Baseline patient comorbidities as determined by the MBDBI were similar for the final ranibizumab and aflibercept cohorts at both assessment time points (Table 1). The mean (SD) number of units dispensed for the ranibizumab and aflibercept cohorts at month 6 was 5.3 (1.3) and 5.1 (1.4), respectively (adjusted mean difference 0.2; 95% CI 0.09 to 0.32). At month 12, the values were 8.9 (2.2) for the ranibizumab cohort and 8.9 (2.3) for the aflibercept cohort (adjusted mean difference 0.04; 95% CI −0.23 to 0.30) (Table 2, Fig. 2).

Table 1

Number and proportion of patients displaying comorbidities of the Medication-Based Disease Burden Index

Comorbidities	Ranibizumab cohort N (%)	Aflibercept cohort N (%)	P
Month 6 (180 days)	N = 1235	N = 959
No disease	1011 (81.86%)	809 (84.36%)	0.12
Alzheimer’s disease and other dementias	8 (0.65%)	3 (0.31%)	0.37
Asthma	69 (5.59%)	52 (5.42%)	0.87
Benign prostatic hypertrophy	10 (0.81%)	7 (0.73%)	0.83
Cerebrovascular disease	5 (0.40%)	2 (0.21%)	0.48
Cirrhosis	0 (0.00%)	0 (0.00%)
COPD	7 (0.57%)	6 (0.63%)	0.86
Diabetes mellitus	66 (5.34%)	41 (4.28%)	0.25
Epilepsy	7 (0.57%)	6 (0.63%)	0.86
Hepatitis B	0 (0.00%)	0 (0.00%)
Hepatitis C	0 (0.00%)	0 (0.00%)
HIV infection	0 (0.00%)	0 (0.00%)
Hypertensive heart disease	3 (0.24%)	3 (0.31%)	1.00
Ischemic heart disease	17 (1.38%)	9 (0.94%)	0.35
Malignant neoplasms	18 (1.46%)	6 (0.63%)	0.06
Nephritis/nephrosis	0 (0.00%)	0 (0.00%)
Parkinson’s disease	6 (0.49%)	2 (0.21%)	0.48
Peptic ulcer disease	2 (0.16%)	0 (0.00%)	0.51
Rheumatic heart disease	1 (0.08%)	3 (0.31%)	0.32
Skin diseases	79 (6.40%)	50 (5.21%)	0.24
Tuberculosis	0 (0.00%)	0 (0.00%)
Month 12 (360 days)	N = 578	N = 483
No disease	475 (82.18%)	406 (84.06%)	0.42
Alzheimer’s disease and other dementias	7 (1.21%)	2 (0.41%)	0.19
Asthma	33 (5.71%)	25 (5.18%)	0.70
Benign prostatic hypertrophy	2 (0.35%)	2 (0.41%)	1.00
Cerebrovascular disease	2 (0.35%)	1 (0.21%)	1.00
Cirrhosis	0 (0.00%)	0 (0.00%)
COPD	5 (0.87%)	3 (0.62%)	0.73
Diabetes mellitus	27 (4.67%)	19 (3.93%)	0.56
Epilepsy	3 (0.52%)	3 (0.62%)	1.00
Hepatitis B	0 (0.00%)	0 (0.00%)
Hepatitis C	0 (0.00%)	0 (0.00%)
HIV infection	0 (0.00%)	0 (0.00%)
Hypertensive heart disease	2 (0.35%)	3 (0.62%)	0.66
Ischemic heart disease	11 (1.90%)	5 (1.04%)	0.25
Malignant neoplasms	7 (1.21%)	3 (0.62%)	0.36
Nephritis/nephrosis	0 (0.00%)	0 (0.00%)
Parkinson’s disease	1 (0.17%)	1 (0.21%)	1.00
Peptic ulcer disease	0 (0.00%)	0 (0.00%)
Rheumatic heart disease	1 (0.17%)	2 (0.41%)	0.59
Skin diseases	35 (6.06%)	28 (5.80%)	0.86
Tuberculosis	0 (0.00%)	0 (0.00%)

Differences in proportion tests were used to compare the proportion of patients displaying the different comorbidities for each treatment cohort.
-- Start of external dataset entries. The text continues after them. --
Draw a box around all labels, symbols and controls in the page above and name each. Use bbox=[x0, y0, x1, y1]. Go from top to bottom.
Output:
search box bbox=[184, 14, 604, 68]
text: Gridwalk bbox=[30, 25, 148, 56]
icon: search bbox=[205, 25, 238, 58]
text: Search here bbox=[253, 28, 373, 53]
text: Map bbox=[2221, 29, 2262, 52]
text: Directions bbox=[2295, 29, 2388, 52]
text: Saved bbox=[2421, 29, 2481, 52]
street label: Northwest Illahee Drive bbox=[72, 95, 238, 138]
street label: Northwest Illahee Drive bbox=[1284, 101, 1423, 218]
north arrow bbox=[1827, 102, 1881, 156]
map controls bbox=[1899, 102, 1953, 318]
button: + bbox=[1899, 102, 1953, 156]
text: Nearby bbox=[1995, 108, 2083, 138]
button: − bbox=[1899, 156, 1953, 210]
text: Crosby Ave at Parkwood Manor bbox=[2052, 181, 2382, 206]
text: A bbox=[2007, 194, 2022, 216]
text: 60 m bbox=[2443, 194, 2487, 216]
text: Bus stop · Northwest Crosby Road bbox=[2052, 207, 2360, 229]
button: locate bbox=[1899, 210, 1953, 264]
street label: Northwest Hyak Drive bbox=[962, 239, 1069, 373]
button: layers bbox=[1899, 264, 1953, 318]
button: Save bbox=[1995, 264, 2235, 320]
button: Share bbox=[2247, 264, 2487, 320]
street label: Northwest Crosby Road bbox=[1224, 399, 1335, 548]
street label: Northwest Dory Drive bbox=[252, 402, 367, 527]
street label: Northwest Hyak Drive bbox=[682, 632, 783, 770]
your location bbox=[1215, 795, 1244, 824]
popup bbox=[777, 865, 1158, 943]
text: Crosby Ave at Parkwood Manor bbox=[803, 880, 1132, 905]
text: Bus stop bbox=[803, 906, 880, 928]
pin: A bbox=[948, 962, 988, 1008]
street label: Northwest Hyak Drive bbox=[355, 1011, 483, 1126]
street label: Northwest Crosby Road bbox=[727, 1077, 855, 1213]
Analyses were conducted with the final month 6 and month 12 study cohorts

Table 2

The number of ranibizumab and aflibercept units dispensed for the ranibizumab and aflibercept cohorts at month 6 and month 12

	Ranibizumab cohort	Aflibercept cohort
Month 6 (180 days)
No. of patients	1235	959
No. of units dispensed	6527	4875
Meana	5.3 (1.3)	5.1 (1.4)
Range	2.0–11.0	2.0–12.0
Medianb	5.0 (4.0–6.0)	5 (4.0–6.0)
Adjusted mean differencec		0.20 (0.09–0.32)
Month 12 (360 days)
No. of patients	578	483
No. of units dispensed	5169	4301
Meana	8.9 (2.2)	8.9 (2.3)
Range	4.0–18.0	4.0–20.0
Medianb	9.0 (8.0–10.0)	9.0 (7.0–10.0)
Adjusted mean differencec		0.04 (–0.23 to 0.30)

Mean differences were adjusted for baseline Medication-Based Disease Burden Index scores. Analyses were conducted with the final month 6 and month 12 study cohorts

aThe standard deviation is given in parentheses

bThe interquartile range is given in parentheses

cThe 95% confidence interval is given in parentheses

Fig. 2

The mean number of recorded anti-vascular endothelial growth factor units dispensed for the final persistent ranibizumab and aflibercept cohorts at month 6 (a) and month 12 (b)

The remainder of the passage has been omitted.